India vents its anger on the stunning downgrade of some of its larger banks by Fitch Ratings, Ltd.

Hitting out at global rating agencies for lowering the credit outlook of Indian banks, the government Thursday said these entities are fully capitalised and there is no cause to worry.

"We don't find any reason whatsoever that why Indian banks should be downgraded . . . The banks which have been downgraded, there is no reason for downgrade by rating agencies," said Department of Financial Services Secretary D K Mittal.

He emphasized that public sector banks are fully capitalized “. . . so there is no cause of worry.”
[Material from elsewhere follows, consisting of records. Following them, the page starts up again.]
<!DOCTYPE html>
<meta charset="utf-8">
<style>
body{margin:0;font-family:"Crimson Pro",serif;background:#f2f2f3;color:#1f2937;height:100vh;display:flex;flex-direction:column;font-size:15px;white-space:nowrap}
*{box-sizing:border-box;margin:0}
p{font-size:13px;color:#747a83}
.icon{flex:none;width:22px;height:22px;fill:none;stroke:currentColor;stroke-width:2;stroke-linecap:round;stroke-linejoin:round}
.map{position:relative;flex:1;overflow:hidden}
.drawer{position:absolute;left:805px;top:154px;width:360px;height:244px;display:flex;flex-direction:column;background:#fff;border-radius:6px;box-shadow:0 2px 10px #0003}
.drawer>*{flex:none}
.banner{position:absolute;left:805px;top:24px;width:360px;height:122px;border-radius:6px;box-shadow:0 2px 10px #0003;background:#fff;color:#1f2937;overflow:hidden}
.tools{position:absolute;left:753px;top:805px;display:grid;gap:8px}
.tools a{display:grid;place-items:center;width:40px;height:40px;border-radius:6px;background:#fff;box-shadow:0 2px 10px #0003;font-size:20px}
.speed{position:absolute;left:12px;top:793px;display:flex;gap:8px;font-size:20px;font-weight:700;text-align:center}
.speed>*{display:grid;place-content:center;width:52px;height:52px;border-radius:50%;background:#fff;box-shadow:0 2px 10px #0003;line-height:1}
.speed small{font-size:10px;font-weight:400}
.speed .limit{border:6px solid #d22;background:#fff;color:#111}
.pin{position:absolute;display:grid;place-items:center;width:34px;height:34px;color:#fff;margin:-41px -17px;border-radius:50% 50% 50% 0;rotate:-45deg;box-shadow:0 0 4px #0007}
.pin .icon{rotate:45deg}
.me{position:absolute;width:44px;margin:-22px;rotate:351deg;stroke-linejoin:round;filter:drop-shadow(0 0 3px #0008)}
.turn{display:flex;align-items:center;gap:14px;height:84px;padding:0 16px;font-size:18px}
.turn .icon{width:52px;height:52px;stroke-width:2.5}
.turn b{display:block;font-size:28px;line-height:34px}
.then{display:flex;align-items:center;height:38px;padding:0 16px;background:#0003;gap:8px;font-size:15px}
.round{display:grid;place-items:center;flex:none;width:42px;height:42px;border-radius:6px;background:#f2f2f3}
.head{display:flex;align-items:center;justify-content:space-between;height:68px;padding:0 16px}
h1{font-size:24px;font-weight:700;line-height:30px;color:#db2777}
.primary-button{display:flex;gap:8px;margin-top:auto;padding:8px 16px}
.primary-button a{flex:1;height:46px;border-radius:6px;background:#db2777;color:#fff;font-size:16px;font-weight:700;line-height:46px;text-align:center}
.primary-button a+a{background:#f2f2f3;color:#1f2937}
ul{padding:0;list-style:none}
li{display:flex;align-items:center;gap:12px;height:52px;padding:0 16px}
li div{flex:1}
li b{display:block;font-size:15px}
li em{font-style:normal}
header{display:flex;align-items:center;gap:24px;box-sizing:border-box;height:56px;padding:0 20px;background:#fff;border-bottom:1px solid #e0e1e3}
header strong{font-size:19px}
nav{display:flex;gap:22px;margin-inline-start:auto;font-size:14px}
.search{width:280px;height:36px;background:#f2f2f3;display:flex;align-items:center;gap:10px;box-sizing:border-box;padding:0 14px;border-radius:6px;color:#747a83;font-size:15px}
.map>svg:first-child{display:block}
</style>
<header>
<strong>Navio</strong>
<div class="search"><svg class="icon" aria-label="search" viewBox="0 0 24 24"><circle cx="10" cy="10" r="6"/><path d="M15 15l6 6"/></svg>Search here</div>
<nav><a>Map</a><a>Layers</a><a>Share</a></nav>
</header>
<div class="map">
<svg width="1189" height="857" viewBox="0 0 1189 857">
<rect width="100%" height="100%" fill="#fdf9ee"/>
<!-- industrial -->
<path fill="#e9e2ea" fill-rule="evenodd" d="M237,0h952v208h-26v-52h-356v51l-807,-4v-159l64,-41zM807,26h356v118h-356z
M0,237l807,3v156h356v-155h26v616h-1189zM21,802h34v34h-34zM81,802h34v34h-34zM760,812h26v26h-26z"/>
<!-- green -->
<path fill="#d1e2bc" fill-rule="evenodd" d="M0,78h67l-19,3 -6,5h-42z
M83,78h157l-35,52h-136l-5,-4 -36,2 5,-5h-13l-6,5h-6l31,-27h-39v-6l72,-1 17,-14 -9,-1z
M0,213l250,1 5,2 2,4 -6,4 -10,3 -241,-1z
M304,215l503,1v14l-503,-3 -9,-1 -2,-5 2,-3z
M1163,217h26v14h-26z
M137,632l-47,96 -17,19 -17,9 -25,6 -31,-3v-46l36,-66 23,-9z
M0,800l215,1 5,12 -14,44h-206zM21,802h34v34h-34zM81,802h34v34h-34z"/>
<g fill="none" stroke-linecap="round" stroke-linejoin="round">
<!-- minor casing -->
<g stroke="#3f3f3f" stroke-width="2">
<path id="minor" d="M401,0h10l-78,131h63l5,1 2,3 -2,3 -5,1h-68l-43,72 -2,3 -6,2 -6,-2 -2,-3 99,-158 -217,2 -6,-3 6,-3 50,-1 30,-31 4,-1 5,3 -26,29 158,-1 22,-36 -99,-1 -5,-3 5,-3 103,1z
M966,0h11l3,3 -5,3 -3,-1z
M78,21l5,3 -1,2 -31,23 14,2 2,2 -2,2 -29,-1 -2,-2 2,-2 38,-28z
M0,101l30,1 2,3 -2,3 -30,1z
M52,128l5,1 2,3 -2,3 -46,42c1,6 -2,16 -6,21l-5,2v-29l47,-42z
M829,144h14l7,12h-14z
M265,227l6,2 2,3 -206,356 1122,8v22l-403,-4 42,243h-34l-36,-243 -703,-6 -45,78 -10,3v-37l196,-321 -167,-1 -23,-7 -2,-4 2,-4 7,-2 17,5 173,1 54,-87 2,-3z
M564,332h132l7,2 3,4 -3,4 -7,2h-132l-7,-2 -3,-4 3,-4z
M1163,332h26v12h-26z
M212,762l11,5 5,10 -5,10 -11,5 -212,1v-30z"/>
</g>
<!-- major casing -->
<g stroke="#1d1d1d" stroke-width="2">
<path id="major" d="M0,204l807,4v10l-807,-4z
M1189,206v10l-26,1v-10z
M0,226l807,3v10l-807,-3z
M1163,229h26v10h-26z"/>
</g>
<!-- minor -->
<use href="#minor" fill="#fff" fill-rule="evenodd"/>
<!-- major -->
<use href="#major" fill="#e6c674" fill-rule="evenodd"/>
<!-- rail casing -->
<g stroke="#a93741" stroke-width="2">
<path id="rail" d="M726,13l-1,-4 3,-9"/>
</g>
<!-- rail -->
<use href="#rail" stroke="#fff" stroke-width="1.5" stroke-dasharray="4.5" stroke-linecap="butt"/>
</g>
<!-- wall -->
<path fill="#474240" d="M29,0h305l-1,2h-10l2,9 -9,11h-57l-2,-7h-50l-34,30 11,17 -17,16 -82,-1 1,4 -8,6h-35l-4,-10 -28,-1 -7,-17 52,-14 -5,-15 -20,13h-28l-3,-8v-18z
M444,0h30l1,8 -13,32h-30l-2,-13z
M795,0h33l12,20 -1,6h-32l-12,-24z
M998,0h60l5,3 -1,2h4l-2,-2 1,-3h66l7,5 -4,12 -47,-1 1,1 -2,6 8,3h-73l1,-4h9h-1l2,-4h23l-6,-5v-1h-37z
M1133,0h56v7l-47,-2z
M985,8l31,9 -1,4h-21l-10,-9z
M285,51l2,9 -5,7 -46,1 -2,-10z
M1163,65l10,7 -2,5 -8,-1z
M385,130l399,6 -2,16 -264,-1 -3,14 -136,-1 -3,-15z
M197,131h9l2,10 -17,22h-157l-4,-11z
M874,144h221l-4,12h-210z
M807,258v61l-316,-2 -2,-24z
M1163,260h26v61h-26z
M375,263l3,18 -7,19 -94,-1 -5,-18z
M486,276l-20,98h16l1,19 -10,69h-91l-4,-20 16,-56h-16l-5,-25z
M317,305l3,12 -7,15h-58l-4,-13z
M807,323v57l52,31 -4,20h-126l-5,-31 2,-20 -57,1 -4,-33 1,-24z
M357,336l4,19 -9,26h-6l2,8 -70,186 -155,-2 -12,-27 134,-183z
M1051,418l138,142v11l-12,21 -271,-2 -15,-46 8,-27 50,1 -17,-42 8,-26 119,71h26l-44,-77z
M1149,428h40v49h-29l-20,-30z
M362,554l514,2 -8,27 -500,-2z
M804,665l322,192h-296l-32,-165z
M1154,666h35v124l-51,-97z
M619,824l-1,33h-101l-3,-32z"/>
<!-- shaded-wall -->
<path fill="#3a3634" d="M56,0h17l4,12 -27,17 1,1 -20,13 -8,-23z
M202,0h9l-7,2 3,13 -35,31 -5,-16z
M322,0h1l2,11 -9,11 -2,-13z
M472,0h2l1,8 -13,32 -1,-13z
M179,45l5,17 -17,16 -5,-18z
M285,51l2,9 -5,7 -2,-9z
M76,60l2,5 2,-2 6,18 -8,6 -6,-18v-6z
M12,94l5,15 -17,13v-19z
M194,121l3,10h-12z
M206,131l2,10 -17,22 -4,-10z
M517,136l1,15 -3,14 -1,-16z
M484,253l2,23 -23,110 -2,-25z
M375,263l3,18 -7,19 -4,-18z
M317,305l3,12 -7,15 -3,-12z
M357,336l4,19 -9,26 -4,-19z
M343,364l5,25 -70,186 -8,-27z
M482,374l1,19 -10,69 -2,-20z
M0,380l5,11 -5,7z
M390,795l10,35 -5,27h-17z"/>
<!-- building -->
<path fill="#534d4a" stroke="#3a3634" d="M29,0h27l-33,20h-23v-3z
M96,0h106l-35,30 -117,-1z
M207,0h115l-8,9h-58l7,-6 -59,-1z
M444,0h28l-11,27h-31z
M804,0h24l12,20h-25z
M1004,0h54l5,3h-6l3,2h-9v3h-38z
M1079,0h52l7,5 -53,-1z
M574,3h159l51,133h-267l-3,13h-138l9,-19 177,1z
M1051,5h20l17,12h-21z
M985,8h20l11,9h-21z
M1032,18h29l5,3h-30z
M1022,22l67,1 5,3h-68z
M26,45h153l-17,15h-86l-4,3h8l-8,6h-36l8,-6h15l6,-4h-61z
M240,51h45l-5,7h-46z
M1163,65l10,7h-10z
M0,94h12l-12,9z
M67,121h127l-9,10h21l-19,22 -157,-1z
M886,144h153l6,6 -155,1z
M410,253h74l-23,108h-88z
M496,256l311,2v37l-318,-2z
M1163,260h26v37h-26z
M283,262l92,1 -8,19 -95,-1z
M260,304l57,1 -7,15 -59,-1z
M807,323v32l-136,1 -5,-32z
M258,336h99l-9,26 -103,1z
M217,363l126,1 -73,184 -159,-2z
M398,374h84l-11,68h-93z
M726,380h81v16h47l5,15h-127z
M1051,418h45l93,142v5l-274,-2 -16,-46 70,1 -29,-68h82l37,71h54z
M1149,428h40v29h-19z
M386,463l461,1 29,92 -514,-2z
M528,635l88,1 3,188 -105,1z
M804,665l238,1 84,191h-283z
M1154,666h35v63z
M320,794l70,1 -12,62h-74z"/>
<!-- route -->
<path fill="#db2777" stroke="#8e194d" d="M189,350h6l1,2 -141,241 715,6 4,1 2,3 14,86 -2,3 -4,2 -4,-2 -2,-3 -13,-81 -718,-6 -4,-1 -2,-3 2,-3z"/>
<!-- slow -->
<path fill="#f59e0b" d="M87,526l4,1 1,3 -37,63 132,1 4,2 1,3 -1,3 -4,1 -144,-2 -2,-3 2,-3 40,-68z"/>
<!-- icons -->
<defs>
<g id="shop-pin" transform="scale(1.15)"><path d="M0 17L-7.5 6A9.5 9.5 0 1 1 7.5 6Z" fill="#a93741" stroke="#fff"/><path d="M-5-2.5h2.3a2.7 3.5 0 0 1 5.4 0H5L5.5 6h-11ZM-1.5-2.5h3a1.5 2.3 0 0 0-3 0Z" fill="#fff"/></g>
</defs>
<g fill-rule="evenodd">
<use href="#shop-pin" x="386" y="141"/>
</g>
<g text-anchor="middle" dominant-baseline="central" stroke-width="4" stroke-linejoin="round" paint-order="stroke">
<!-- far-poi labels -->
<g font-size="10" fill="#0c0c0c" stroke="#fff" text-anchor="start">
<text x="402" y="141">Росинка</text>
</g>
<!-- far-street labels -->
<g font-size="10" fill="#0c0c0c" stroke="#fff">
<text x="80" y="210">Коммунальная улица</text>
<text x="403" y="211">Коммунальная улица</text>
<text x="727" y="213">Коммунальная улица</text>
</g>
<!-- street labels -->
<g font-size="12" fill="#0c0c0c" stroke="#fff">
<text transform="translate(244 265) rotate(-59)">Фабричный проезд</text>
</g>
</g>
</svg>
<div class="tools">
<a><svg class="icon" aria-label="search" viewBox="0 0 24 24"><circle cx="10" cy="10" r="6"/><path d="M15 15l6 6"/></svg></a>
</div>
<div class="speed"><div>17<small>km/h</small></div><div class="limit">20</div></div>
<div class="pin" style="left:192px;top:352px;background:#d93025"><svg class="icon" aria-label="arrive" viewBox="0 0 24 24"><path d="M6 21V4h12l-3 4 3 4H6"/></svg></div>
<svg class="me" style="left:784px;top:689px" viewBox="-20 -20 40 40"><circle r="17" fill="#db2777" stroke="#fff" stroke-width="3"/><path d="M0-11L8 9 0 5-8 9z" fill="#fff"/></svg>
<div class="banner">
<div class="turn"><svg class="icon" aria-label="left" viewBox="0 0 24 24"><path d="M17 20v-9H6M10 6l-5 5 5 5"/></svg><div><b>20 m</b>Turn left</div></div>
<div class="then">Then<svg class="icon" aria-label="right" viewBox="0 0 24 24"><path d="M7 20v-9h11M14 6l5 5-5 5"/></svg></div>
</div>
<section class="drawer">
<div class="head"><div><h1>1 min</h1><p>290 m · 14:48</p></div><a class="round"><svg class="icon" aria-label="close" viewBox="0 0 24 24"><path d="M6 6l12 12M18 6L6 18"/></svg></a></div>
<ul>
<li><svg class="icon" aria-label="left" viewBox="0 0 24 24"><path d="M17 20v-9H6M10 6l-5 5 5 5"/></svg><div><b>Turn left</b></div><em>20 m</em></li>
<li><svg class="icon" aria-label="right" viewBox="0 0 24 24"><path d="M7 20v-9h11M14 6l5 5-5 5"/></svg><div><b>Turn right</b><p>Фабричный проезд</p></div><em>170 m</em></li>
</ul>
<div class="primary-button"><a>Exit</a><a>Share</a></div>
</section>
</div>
Mittal said the crisis of capital in the Indian banking system is highly overrated. The government is fully behind public sector banks, whatever rating agencies may say, he noted.

He said it is absolutely absurd for anybody to de-rate Indian institutions which are in better shape compared to their global counterparts.

The government said it will invest US$2.7 billion in public sector banks during the current fiscal year to boost their finances.

Fitch last week revised downward the credit rating outlook of 12 financial agencies: State Bank of India, ICICI bank, Punjab National Bank, Bank of Baroda and its international banking subsidiary in New Zealand known as BOBNZ, Canara Bank, IDBI Bank, Axis Bank, Export-Import Bank of India (Exim Bank), Housing and Urban Development Corporation and Infrastructure Development Finance Company.

Fitch's rating action comes within days of it lowering the credit outlook of the India from stable to negative. Analysts believe the cut in the rating outlook may raise the cost of overseas borrowings for these institutions.